Thursday, June 12, 2008
The Nevada Supreme Court rejected a proposed censure of a Las Vegas municipal judge as unduly harsh and directed that the judge write a letter of apology and attend (at his own expense) a class in judicial ethics. The misconduct involved a defendant who was unable to appear for a court proceeding and sent his girlfriend in his stead. The following colloquy took place:
THE CLERK: The City of Las Vegas Municipal Court is now in session. The Honorable George Assad presiding. Please be seated.
THE COURT: City versus Joshua Madera. Okay. Where is Joshua?
UNIDENTIFIED SPEAKER: He’s actually—today he started his first day at work. That’s why he’s not here today.
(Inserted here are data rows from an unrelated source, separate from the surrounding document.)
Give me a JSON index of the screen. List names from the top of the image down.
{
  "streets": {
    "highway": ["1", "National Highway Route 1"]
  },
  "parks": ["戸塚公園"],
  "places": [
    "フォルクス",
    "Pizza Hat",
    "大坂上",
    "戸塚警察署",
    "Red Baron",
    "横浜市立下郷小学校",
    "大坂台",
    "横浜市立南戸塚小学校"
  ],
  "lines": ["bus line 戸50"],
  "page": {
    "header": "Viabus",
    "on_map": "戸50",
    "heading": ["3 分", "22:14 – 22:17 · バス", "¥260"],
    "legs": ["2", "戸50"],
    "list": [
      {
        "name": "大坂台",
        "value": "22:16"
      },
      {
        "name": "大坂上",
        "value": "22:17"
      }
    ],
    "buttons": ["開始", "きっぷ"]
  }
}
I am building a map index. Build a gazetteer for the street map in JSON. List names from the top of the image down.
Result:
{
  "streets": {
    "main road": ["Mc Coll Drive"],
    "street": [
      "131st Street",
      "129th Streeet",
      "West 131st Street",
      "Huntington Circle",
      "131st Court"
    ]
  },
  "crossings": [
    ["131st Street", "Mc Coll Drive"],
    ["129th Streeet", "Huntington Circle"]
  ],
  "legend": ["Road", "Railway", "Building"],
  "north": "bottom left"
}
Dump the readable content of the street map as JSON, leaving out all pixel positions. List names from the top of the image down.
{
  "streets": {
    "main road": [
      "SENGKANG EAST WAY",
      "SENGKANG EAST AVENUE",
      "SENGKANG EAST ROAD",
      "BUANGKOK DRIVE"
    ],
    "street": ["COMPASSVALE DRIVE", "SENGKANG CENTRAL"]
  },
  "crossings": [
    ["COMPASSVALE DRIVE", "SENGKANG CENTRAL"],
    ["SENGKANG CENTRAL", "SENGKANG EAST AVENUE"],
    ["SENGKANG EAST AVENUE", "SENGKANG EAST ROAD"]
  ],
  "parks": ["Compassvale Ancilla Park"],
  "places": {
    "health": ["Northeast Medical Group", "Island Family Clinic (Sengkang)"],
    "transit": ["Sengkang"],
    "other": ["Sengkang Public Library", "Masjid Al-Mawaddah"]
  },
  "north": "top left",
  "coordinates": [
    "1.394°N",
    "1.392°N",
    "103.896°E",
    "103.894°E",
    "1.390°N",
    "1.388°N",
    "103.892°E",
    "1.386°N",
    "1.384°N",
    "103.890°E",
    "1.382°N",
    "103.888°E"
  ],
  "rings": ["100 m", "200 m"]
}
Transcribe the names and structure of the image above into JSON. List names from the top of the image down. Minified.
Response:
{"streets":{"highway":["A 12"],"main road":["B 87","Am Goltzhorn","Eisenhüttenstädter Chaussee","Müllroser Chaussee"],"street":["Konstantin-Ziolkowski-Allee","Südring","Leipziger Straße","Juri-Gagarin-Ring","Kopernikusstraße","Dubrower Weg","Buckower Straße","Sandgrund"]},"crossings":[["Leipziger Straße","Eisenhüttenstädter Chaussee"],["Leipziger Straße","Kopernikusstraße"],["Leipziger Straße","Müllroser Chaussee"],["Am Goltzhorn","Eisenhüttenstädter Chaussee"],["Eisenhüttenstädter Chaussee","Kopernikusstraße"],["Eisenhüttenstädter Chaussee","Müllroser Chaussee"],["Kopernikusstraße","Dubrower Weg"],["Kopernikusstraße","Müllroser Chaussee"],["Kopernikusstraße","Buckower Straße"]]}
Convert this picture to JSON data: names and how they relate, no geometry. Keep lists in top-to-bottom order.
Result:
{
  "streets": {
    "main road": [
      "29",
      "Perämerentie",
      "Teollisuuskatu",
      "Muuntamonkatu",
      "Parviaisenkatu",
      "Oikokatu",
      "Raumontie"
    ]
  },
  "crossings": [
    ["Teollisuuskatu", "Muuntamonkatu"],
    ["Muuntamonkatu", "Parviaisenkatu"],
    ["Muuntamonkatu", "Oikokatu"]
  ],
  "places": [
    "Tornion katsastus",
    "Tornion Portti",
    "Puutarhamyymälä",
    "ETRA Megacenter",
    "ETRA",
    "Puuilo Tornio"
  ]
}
He’s requesting if he can just have 30 days to make that payment in full.
THE COURT: Well, the problem is he threatened someone with bodily harm, essentially.
UNIDENTIFIED SPEAKER: When was this, your Honor?
THE COURT: It was Friday. He threatened her with bodily harm, one of the court clerks.
UNIDENTIFIED SPEAKER: I—
THE COURT: So unless you want to get him down here real quick, we’re going to have to lock you up until he gets here. I think he knew that, so that’s why he sent you here in his place.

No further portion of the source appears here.